It’s official: FedEx is drinking the blockchain Kool-Aid. The shipping empire's CEO Fred Smith announced yesterday that the company will start using blockchain technology to track large and expensive shipments in the near future.
“If you are not operating at the edge of new technologies, you will surely be disrupted,” said Smith on Monday at Consensus 2018, the massive blockchain conference currently being held in New York. “If you are not willing to embrace new technologies like the internet of things and blockchain to face those new threats, you are, maybe subtly, at some point ... going to extinction.”
Investing in new, emerging tech could make for a good long-term strategy to make sure your company stays relevant in the vague, uncharted high-tech future. Whether or not this means any short-term improvements in FedEx service remains to be seen, but a couple of ways that they could benefit from using a blockchain have already been suggested.
For example: By tracking shipments on a blockchain, FedEx can instantly settle any disputes about delays, errors, and other problems that could happen along the way. That’s because the blockchain ledger, which is shared by everyone on the network, can't be altered by any one user, and the information on it is automatically shared with everyone.

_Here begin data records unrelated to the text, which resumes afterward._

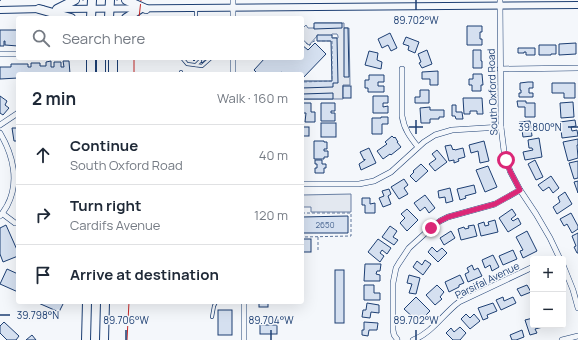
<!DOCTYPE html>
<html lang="en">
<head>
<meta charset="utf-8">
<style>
	:root { --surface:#fff; --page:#f6f6f7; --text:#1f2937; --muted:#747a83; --line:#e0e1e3 }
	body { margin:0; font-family:Manrope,sans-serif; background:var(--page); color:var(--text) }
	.controls { position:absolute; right:12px; bottom:12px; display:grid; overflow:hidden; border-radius:4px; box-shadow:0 4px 16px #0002 }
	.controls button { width:36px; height:36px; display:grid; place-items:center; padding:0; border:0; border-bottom:1px solid var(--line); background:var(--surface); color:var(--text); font:20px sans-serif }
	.stop { position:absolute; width:12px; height:12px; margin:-9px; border:3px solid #db2777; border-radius:50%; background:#fff }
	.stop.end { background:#db2777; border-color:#fff; box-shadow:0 1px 4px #0008 }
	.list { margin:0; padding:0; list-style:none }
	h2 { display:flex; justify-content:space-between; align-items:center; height:52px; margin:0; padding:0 16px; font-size:17px }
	h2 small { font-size:13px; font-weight:400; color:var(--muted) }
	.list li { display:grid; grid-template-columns:26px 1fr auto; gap:12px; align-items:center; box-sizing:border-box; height:60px; padding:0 16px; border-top:1px solid var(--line) }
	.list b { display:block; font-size:15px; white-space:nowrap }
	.list p { margin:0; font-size:13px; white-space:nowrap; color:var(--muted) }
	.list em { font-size:13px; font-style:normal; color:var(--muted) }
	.icon { flex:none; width:22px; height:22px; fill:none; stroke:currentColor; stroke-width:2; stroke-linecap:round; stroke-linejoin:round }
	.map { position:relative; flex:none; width:578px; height:340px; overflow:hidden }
	.search { position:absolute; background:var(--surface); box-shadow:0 4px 16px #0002; left:16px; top:16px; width:288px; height:44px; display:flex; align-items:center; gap:10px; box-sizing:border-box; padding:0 14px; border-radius:4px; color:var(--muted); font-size:15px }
	.panel { position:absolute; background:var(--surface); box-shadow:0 4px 16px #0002; left:16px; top:72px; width:288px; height:232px; border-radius:4px }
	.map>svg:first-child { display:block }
	.parking { fill:#e3e8f0; stroke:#687fa3 }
	.building { fill:#d5e0f0; stroke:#1d3f73 }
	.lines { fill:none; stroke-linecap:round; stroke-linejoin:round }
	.service-casing { stroke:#1d3f73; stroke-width:4 }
	.minor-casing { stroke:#1d3f73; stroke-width:6 }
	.tertiary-casing { stroke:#1d3f73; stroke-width:8 }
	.trunk-casing { stroke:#1d3f73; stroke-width:10 }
	.path { stroke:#5e769c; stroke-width:1; stroke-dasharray:3 2; stroke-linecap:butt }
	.service { stroke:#f4f7fb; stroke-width:2.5 }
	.minor { stroke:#f4f7fb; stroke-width:5 }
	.tertiary { stroke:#f4f7fb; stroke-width:6 }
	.trunk { stroke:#f4f7fb; stroke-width:8 }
	.power { stroke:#c62828; stroke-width:1; stroke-dasharray:14 3 2 3; stroke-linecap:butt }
	.route { stroke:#db2777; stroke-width:5 }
	.ticks { fill:none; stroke:#1d3f73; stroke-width:1.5 }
	.labels { text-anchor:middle; stroke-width:3; stroke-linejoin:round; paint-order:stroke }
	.number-label { font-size:8px; fill:#4b6792 }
	.street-label { font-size:10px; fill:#1d3f73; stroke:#f4f7fb }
	.ticks-label { font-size:10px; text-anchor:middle; fill:#1d3f73; stroke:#f4f7fb; stroke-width:3; stroke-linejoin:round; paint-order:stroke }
</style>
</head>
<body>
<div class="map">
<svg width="578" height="340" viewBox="0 0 578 340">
	<rect width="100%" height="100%" fill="#f4f7fb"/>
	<g class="parking">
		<path d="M315 23H344V28H349L350 85H343V99H302V88L333 82V38H338V36L337 34H332L331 40 318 35 309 45 302 39V29L306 25 308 28H314Z"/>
		<path d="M351 194V212H311V207H302V195Z"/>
	</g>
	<g class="building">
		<path d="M314 23H342V28L314 29Z"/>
		<path d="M467 26H482V32H480V39H482V45H467Z"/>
		<path d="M344 28H348L349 77H344Z"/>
		<path d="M0 30H18V46L5 45V41H4V46H0Z"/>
		<path d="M390 33 397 48 391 51 388 45 382 48 378 39Z"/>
		<path d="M317 35H332V38H337L338 83H333V87L302 88V81H332L331 41H317Z"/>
		<path d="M406 37 419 42 415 53 408 50 409 46 403 44Z"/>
		<path d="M315 43 326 54 302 79V74H284L282 72 279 74H273L271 72 269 74H258L254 70 265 58H302V45L308 50Z"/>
		<path d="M576 43V54L559 55V44Z"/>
		<path d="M539 45H556V54H551V55H539Z"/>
		<path d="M518 48H535V55H526V52H524V53H518Z"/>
		<path d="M427 50 432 64 422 68 419 63 421 62 418 54Z"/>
		<path d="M473 50H481V61H482V68H473Z"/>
		<path d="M369 51 378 53 377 60 382 62 381 69 365 65Z"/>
		<path d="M191 58H208L202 63 197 58 194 61Z"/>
		<path d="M51 61V67H54V62H61V67H64L63 61H69L70 74H18V78L0 79V67H11V64H28V67H31V63H40V66H46V62Z"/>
		<path d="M438 71V85H430V79H422V72Z"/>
		<path d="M473 74H482L483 85H481V91H472V85H469V79H473Z"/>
		<path d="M369 75H384V82H378V86H384V92H368V88H365V80H369Z"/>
		<path d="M528 82H533V88H529V93H533V97H519V93H521V90H520V83Z"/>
		<path d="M552 83H575V98H564V93H552Z"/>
		<rect x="343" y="86" width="8" height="12"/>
		<path d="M420 90H429V103H415V97H420Z"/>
		<path d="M333 93V99H302V94Z"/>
		<path d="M0 96 7 101 5 105 9 108 3 115 0 113Z"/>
		<path d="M373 96H388V103H383V107L388 106V113H373Z"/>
		<path d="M463 98H482L483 114H477V111H470V114H464Z"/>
		<path d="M517 101H526V103H535V117H525V107H518Z"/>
		<path d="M573 102 574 117 561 118 560 103Z"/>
		<path d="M302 103H311V112H315V122H305L306 113H302Z"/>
		<path d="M321 103H335V111H331V113H335V121H321Z"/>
		<path d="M452 105H456V112H462L463 119H456L455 116H452Z"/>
		<path d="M430 107V110H444V117H439V119H430V123H421L420 108Z"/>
		<path d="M381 117H388V124H382V134H372V118H381Z"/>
		<path d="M575 120 576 126 571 127 572 131 577 130 578 136 562 138 560 122Z"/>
		<path d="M530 121 532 136 523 137 522 130H520L519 122Z"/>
		<rect x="321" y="123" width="15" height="14"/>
		<rect x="302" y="127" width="7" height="9"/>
		<path d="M12 128H18V141H14Z"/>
		<path d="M392 136 394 138 395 137 398 142H397L401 147 391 155 390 154 383 159 377 151 387 144 385 142Z"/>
		<path d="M539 138 542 157 525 160 523 152 533 150 532 148H529L528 140Z"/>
		<path d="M578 139V145H577L578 158 568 161 563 142Z"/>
		<path d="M314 141H324V142H327V149H324V151H328V157H324V159H314Z"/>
		<path d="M484 141 489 161 480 163 478 151 471 153 469 145Z"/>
		<path d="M451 145 453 150 454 149 455 150 463 148 465 157 458 159 459 161 454 163V160L449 161 445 146Z"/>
		<path d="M369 148 376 163 361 170 359 164 365 160V159L364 160 360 152Z"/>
		<path d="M437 150 447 162 435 171 429 164 436 159 432 154Z"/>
		<path d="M315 160H322V164H326V168H324V173H315V168H317V164H315Z"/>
		<path d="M535 160 543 177 536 180 528 164Z"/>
		<path d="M578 161V178L574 179 569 163Z"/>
		<path d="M421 164 428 171 416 182 410 176 414 172 413 171Z"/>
		<path d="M488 166 497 187 485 192 476 170Z"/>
		<path d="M551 176 559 188 553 193 549 187 543 191 538 185Z"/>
		<path d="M404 179 408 185 404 188 408 194 399 199 391 187Z"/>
		<path d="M578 181V193L574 182Z"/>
		<path d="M474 185 476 193 465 196 466 198 460 200 457 189Z"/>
		<path d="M450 188 453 201 446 203 445 197 439 198 438 191Z"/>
		<path d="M389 189 391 194 388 196 391 204 383 207 379 198 384 196 382 191Z"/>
		<path d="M565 192 572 204 557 214 553 207 560 202 558 197Z"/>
		<path d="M425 195 435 208 429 213 425 207 420 211 414 203Z"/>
		<path d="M362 198H370V204L375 203V213H365V205H362Z"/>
		<path d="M407 209 418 220 407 231 400 223 405 218 401 214Z"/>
		<path d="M512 209 516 215 511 219 513 221 518 218 521 224 508 232 499 218Z"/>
		<path d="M571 213 578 226V229L572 233 567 224 564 226 560 219Z"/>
		<path d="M348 216V233H302V217Z"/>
		<path d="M495 220 498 232 481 236 478 224 484 222 485 226 489 225 488 222Z"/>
		<path d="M6 225 18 252V256L3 262 0 254V228Z"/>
		<path d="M474 225 477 236 461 240 458 229 464 227 465 229 469 228 468 226Z"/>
		<path d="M390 226 397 231 393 237 398 240 394 245 382 237Z"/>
		<path d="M451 231 455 238 444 245 440 238Z"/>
		<path d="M527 231 537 251 523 258 520 251 523 250 516 237Z"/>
		<path d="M578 233V253H577L574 247 576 246 572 236Z"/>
		<rect x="302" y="239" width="9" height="13"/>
		<path d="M378 239 391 248 387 254 382 250 380 253 384 256 380 262 368 252Z"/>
		<path d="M432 247 437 252 442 248 447 253 438 262 428 252Z"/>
		<path d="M513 250 517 259 503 265 499 256Z"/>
		<path d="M493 255 499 267 492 271 490 265 485 268 482 260Z"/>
		<path d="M425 260 431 264 423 275 413 267 417 261 422 265Z"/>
		<path d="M365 264H381L380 271H377L376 274 380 275V281H364Z"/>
		<path d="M472 265 474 270 478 268 482 276 468 282 465 274 469 272 467 268Z"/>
		<path d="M7 269 18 274V292L0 284Z"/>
		<rect x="335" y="270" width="9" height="53"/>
		<path d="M409 275 420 278 416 294 409 293 412 284 407 283Z"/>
		<path d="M460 275 464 283 459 285V287L449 292 445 282Z"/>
		<path d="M364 285H374V293H380V300H364Z"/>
		<path d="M437 285 444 292 440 297 442 299 435 305 426 295Z"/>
		<path d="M527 285 531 292 521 296 517 289Z"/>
		<path d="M416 297 430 311 422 319 419 316 415 319 404 309Z"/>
		<path d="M503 297 504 301 513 297 516 303 501 310 496 300Z"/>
		<path d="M36 302H64L59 312Z"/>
		<rect x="259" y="302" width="9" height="5"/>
		<path d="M367 303 379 305V313L371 312 370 318 362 317 363 310H366Z"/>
		<path d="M493 303 497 311 487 315 488 318 483 320 478 308Z"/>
		<rect x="218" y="310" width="14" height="25"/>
		<path d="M466 314 470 318 474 314 480 321 470 329 461 319Z"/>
		<path d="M533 318V325H542L543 327 535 329 537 333 530 335 525 320Z"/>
		<path d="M4 322 19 336 16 340H7L0 333V326Z"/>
		<path d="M364 322 378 323 377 330H369L368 336 362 335V330H364Z"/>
		<rect x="260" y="325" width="17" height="9"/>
		<path d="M460 327 466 333 460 340H453L446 333 451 328 454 332Z"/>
		<path d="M522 330 524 337 516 340H512L510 335Z"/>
		<path d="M32 335 36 340H26Z"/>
	</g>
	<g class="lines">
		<defs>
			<g id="service">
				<path d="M196 9V18"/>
				<path d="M182 58 187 64 202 66 211 58"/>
				<path d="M196 65 200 61"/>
				<path d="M181 74V72"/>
				<path d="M212 317 214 306 216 302"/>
			</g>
			<g id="minor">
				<path d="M233 0V18"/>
				<path d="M500 0 501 127 504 151 510 171 520 190 536 214 550 238 560 259"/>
				<path d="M0 54H18"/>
				<path d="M233 58V74"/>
				<path d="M402 69V116C404 129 410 137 418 147"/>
				<path d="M500 69 578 68"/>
				<path d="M0 125 18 113"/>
				<path d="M0 133C13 155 20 182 7 206 5 209 3 213 0 216"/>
				<path d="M302 184H359L374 181 391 172 424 142 435 135 452 130 501 127"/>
				<path d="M3 214 15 223H18"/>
				<path d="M563 265 573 290 578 308"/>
				<path d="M397 339 394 335 393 330V283L396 268 399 263 409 248 431 228 440 221 448 217 495 204 520 190"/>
				<path d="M244 340V302"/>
				<path d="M413 340C432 333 443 314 459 302L533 267"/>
				<path d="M562 340 578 336"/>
			</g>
			<g id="tertiary">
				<path d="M58 9 578 5"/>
				<path d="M0 10 42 9"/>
			</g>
			<g id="trunk">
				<path d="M126 0 146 9"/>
				<path d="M39 9 71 18"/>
				<path d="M57 9 75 0"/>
				<path d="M91 18 92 0"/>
				<path d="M109 18 110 0"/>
				<path d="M126 18 140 9"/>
				<path d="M101 58V74"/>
				<path d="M91 74V58"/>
				<path d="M113 74V58"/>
				<path d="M86 340 87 302"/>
				<path d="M104 340 105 302"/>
			</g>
		</defs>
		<use href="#service" class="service-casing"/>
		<use href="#minor" class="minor-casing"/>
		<use href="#tertiary" class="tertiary-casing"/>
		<use href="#trunk" class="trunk-casing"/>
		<g class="path">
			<path d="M0 0 1 1"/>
			<path d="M117 0V1"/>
			<path d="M83 1V0"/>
			<path d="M116 17V18"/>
			<path d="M302 39 309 46 314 41H332V81L302 82"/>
			<path d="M302 213H351V236L302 237"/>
			<path d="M318 237V252"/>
		</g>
		<use href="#service" class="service"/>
		<use href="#minor" class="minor"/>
		<use href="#tertiary" class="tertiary"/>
		<use href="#trunk" class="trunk"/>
		<g class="power">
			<path d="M139 18 141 0"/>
			<path d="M134 58V74"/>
			<path d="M127 340 129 302"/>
		</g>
	</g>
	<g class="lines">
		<path class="route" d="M431 228 440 221 448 217 495 204 520 190 510 171 506 160"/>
	</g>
	<path class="ticks" d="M416 0V10M416 120V134M409 127H423M568 127H578M0 315H10M126 330V340M271 330V340M416 330V340"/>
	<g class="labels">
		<g class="number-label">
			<text x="325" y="228">2650</text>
		</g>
		<g class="street-label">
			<text transform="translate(492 92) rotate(-92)" y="4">South Oxford Road</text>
			<text transform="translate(487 280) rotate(-26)" y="4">Parsifal Avenue</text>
		</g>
	</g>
	<g class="ticks-label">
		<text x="416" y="24">89.702°W</text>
		<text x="540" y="131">39.800°N</text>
		<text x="38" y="319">39.798°N</text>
		<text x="126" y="324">89.706°W</text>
		<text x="271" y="324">89.704°W</text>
		<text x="416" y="324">89.702°W</text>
	</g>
</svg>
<div class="controls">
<button>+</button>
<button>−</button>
</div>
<div class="stop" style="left:506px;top:160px"></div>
<div class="stop end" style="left:431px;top:228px"></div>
<div class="search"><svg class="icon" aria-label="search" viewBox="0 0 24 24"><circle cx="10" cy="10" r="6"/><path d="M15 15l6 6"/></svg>Search here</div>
<section class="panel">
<h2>2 min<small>Walk · 160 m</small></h2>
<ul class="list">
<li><svg class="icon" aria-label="ahead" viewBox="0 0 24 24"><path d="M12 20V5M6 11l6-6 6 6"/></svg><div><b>Continue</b><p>South Oxford Road</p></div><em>40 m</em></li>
<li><svg class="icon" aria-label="right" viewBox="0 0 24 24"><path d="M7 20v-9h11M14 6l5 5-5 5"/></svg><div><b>Turn right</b><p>Cardifs Avenue</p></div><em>120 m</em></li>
<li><svg class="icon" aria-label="arrive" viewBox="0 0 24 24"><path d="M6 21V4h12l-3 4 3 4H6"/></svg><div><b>Arrive at destination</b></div></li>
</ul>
</section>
</div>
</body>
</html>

But again, the ultimate problem with blockchain is a human one: While nobody could change the information on the ledger, someone could theoretically enter false information on a ledger, which is then distributed to everyone on that ledger (just because you have an unchangeable record of something doesn't make that record true). As the old zen koan goes: If a package on the FedEx blockchain "falls off the truck," was it ever there to begin with?
Whatever the case may be, FedEx argues that using blockchain technology will lower costs and help everything run smoothly while also leveraging the company as more up-to-date than any competitors. The company is also investing in drone flights and new tracking devices, according to Bloomberg. Hopefully one involves a sting operation on the shady neighbor who keeps swiping your Blue Apron — that would be innovative shipping.